What to produce. Please write out all of the records below exactly as they appear.

Data listing.

===============

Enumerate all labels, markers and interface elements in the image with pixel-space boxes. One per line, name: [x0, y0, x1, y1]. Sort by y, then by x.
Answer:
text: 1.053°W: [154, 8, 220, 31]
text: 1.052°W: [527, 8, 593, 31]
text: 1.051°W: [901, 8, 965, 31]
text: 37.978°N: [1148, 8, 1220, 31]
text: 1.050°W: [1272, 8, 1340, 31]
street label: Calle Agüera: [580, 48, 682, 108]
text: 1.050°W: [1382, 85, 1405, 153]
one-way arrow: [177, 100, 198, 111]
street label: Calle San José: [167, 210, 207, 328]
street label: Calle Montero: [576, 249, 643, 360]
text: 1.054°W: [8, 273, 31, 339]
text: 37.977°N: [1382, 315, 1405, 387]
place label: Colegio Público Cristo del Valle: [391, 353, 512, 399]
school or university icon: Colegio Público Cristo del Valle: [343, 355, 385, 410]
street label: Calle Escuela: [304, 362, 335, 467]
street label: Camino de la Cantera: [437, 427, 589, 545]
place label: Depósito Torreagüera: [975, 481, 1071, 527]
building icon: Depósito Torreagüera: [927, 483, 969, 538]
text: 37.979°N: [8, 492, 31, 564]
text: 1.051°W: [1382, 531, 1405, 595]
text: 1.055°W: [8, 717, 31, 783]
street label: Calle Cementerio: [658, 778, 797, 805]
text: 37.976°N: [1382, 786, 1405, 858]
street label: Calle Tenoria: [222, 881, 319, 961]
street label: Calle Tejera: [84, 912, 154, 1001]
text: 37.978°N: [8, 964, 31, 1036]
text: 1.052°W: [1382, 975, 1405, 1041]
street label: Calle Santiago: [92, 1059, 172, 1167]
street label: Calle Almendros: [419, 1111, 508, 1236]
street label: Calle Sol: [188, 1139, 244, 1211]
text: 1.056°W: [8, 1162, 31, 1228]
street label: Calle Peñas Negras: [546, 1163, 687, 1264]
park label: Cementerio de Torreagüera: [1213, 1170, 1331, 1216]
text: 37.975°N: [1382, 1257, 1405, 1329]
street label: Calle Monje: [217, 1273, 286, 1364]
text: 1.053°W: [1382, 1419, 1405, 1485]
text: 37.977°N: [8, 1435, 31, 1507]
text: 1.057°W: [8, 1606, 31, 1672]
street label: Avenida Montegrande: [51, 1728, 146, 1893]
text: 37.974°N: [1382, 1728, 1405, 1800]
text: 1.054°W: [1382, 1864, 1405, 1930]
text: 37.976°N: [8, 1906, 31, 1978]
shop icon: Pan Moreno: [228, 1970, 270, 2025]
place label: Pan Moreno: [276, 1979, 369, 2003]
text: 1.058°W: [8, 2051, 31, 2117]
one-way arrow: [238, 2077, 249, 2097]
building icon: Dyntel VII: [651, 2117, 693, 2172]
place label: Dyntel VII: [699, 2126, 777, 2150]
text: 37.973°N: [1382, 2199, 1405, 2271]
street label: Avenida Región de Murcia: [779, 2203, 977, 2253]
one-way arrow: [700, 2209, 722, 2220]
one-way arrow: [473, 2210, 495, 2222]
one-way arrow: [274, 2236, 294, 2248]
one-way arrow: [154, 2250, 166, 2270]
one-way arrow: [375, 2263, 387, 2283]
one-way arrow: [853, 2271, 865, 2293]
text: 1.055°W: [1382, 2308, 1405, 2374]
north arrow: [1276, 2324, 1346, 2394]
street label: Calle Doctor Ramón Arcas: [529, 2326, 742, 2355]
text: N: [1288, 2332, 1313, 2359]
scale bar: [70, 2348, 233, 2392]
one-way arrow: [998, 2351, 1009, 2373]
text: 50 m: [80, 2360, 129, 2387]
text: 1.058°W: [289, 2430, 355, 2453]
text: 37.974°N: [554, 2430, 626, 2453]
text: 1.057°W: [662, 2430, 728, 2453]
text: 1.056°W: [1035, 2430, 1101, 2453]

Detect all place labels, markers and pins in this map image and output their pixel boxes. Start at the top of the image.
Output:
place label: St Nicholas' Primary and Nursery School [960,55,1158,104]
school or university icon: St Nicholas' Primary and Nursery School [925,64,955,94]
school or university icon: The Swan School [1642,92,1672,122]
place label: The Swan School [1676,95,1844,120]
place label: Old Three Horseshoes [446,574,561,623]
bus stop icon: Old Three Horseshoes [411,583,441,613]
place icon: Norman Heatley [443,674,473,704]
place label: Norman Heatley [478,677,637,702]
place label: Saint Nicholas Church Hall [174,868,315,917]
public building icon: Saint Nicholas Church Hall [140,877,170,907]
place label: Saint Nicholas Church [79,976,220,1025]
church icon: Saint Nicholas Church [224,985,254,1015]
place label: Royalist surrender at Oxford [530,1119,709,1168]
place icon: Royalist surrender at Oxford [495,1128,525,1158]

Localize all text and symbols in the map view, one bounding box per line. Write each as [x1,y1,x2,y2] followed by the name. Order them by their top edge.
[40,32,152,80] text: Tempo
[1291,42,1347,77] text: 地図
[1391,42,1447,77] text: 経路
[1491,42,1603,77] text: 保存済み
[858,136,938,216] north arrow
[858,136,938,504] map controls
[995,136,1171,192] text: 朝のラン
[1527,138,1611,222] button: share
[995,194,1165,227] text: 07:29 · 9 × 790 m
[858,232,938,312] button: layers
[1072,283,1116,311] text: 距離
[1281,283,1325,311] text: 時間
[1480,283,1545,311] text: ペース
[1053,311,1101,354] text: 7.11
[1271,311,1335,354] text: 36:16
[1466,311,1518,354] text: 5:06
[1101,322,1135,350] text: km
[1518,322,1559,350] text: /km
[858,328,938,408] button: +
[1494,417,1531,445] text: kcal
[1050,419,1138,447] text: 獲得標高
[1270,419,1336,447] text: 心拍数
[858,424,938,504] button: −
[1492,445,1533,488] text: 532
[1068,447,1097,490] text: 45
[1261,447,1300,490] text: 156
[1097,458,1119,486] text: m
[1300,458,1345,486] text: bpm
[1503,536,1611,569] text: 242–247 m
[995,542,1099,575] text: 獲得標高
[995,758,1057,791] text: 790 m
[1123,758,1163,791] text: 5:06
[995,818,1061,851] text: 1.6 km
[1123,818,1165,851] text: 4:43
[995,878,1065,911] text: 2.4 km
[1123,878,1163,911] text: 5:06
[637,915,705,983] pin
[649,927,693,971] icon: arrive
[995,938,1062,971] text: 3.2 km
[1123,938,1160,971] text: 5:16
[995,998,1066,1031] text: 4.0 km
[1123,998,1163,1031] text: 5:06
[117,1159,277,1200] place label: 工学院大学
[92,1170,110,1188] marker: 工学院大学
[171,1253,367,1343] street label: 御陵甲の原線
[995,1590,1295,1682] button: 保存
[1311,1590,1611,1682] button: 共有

===============

Reply.
Enumerate all labels, markers and interface elements in the image with pixel-space boxes. One per line, name: [x0, y0, x1, y1]. Sort by y, then by x.
Answer:
text: 1.053°W: [154, 8, 220, 31]
text: 1.052°W: [527, 8, 593, 31]
text: 1.051°W: [901, 8, 965, 31]
text: 37.978°N: [1148, 8, 1220, 31]
text: 1.050°W: [1272, 8, 1340, 31]
street label: Calle Agüera: [580, 48, 682, 108]
text: 1.050°W: [1382, 85, 1405, 153]
one-way arrow: [177, 100, 198, 111]
street label: Calle San José: [167, 210, 207, 328]
street label: Calle Montero: [576, 249, 643, 360]
text: 1.054°W: [8, 273, 31, 339]
text: 37.977°N: [1382, 315, 1405, 387]
place label: Colegio Público Cristo del Valle: [391, 353, 512, 399]
school or university icon: Colegio Público Cristo del Valle: [343, 355, 385, 410]
street label: Calle Escuela: [304, 362, 335, 467]
street label: Camino de la Cantera: [437, 427, 589, 545]
place label: Depósito Torreagüera: [975, 481, 1071, 527]
building icon: Depósito Torreagüera: [927, 483, 969, 538]
text: 37.979°N: [8, 492, 31, 564]
text: 1.051°W: [1382, 531, 1405, 595]
text: 1.055°W: [8, 717, 31, 783]
street label: Calle Cementerio: [658, 778, 797, 805]
text: 37.976°N: [1382, 786, 1405, 858]
street label: Calle Tenoria: [222, 881, 319, 961]
street label: Calle Tejera: [84, 912, 154, 1001]
text: 37.978°N: [8, 964, 31, 1036]
text: 1.052°W: [1382, 975, 1405, 1041]
street label: Calle Santiago: [92, 1059, 172, 1167]
street label: Calle Almendros: [419, 1111, 508, 1236]
street label: Calle Sol: [188, 1139, 244, 1211]
text: 1.056°W: [8, 1162, 31, 1228]
street label: Calle Peñas Negras: [546, 1163, 687, 1264]
park label: Cementerio de Torreagüera: [1213, 1170, 1331, 1216]
text: 37.975°N: [1382, 1257, 1405, 1329]
street label: Calle Monje: [217, 1273, 286, 1364]
text: 1.053°W: [1382, 1419, 1405, 1485]
text: 37.977°N: [8, 1435, 31, 1507]
text: 1.057°W: [8, 1606, 31, 1672]
street label: Avenida Montegrande: [51, 1728, 146, 1893]
text: 37.974°N: [1382, 1728, 1405, 1800]
text: 1.054°W: [1382, 1864, 1405, 1930]
text: 37.976°N: [8, 1906, 31, 1978]
shop icon: Pan Moreno: [228, 1970, 270, 2025]
place label: Pan Moreno: [276, 1979, 369, 2003]
text: 1.058°W: [8, 2051, 31, 2117]
one-way arrow: [238, 2077, 249, 2097]
building icon: Dyntel VII: [651, 2117, 693, 2172]
place label: Dyntel VII: [699, 2126, 777, 2150]
text: 37.973°N: [1382, 2199, 1405, 2271]
street label: Avenida Región de Murcia: [779, 2203, 977, 2253]
one-way arrow: [700, 2209, 722, 2220]
one-way arrow: [473, 2210, 495, 2222]
one-way arrow: [274, 2236, 294, 2248]
one-way arrow: [154, 2250, 166, 2270]
one-way arrow: [375, 2263, 387, 2283]
one-way arrow: [853, 2271, 865, 2293]
text: 1.055°W: [1382, 2308, 1405, 2374]
north arrow: [1276, 2324, 1346, 2394]
street label: Calle Doctor Ramón Arcas: [529, 2326, 742, 2355]
text: N: [1288, 2332, 1313, 2359]
scale bar: [70, 2348, 233, 2392]
one-way arrow: [998, 2351, 1009, 2373]
text: 50 m: [80, 2360, 129, 2387]
text: 1.058°W: [289, 2430, 355, 2453]
text: 37.974°N: [554, 2430, 626, 2453]
text: 1.057°W: [662, 2430, 728, 2453]
text: 1.056°W: [1035, 2430, 1101, 2453]

Detect all place labels, markers and pins in this map image and output their pixel boxes. Start at the top of the image.
Output:
place label: St Nicholas' Primary and Nursery School [960,55,1158,104]
school or university icon: St Nicholas' Primary and Nursery School [925,64,955,94]
school or university icon: The Swan School [1642,92,1672,122]
place label: The Swan School [1676,95,1844,120]
place label: Old Three Horseshoes [446,574,561,623]
bus stop icon: Old Three Horseshoes [411,583,441,613]
place icon: Norman Heatley [443,674,473,704]
place label: Norman Heatley [478,677,637,702]
place label: Saint Nicholas Church Hall [174,868,315,917]
public building icon: Saint Nicholas Church Hall [140,877,170,907]
place label: Saint Nicholas Church [79,976,220,1025]
church icon: Saint Nicholas Church [224,985,254,1015]
place label: Royalist surrender at Oxford [530,1119,709,1168]
place icon: Royalist surrender at Oxford [495,1128,525,1158]

Localize all text and symbols in the map view, one bounding box per line. Write each as [x1,y1,x2,y2] followed by the name. Order them by their top edge.
[40,32,152,80] text: Tempo
[1291,42,1347,77] text: 地図
[1391,42,1447,77] text: 経路
[1491,42,1603,77] text: 保存済み
[858,136,938,216] north arrow
[858,136,938,504] map controls
[995,136,1171,192] text: 朝のラン
[1527,138,1611,222] button: share
[995,194,1165,227] text: 07:29 · 9 × 790 m
[858,232,938,312] button: layers
[1072,283,1116,311] text: 距離
[1281,283,1325,311] text: 時間
[1480,283,1545,311] text: ペース
[1053,311,1101,354] text: 7.11
[1271,311,1335,354] text: 36:16
[1466,311,1518,354] text: 5:06
[1101,322,1135,350] text: km
[1518,322,1559,350] text: /km
[858,328,938,408] button: +
[1494,417,1531,445] text: kcal
[1050,419,1138,447] text: 獲得標高
[1270,419,1336,447] text: 心拍数
[858,424,938,504] button: −
[1492,445,1533,488] text: 532
[1068,447,1097,490] text: 45
[1261,447,1300,490] text: 156
[1097,458,1119,486] text: m
[1300,458,1345,486] text: bpm
[1503,536,1611,569] text: 242–247 m
[995,542,1099,575] text: 獲得標高
[995,758,1057,791] text: 790 m
[1123,758,1163,791] text: 5:06
[995,818,1061,851] text: 1.6 km
[1123,818,1165,851] text: 4:43
[995,878,1065,911] text: 2.4 km
[1123,878,1163,911] text: 5:06
[637,915,705,983] pin
[649,927,693,971] icon: arrive
[995,938,1062,971] text: 3.2 km
[1123,938,1160,971] text: 5:16
[995,998,1066,1031] text: 4.0 km
[1123,998,1163,1031] text: 5:06
[117,1159,277,1200] place label: 工学院大学
[92,1170,110,1188] marker: 工学院大学
[171,1253,367,1343] street label: 御陵甲の原線
[995,1590,1295,1682] button: 保存
[1311,1590,1611,1682] button: 共有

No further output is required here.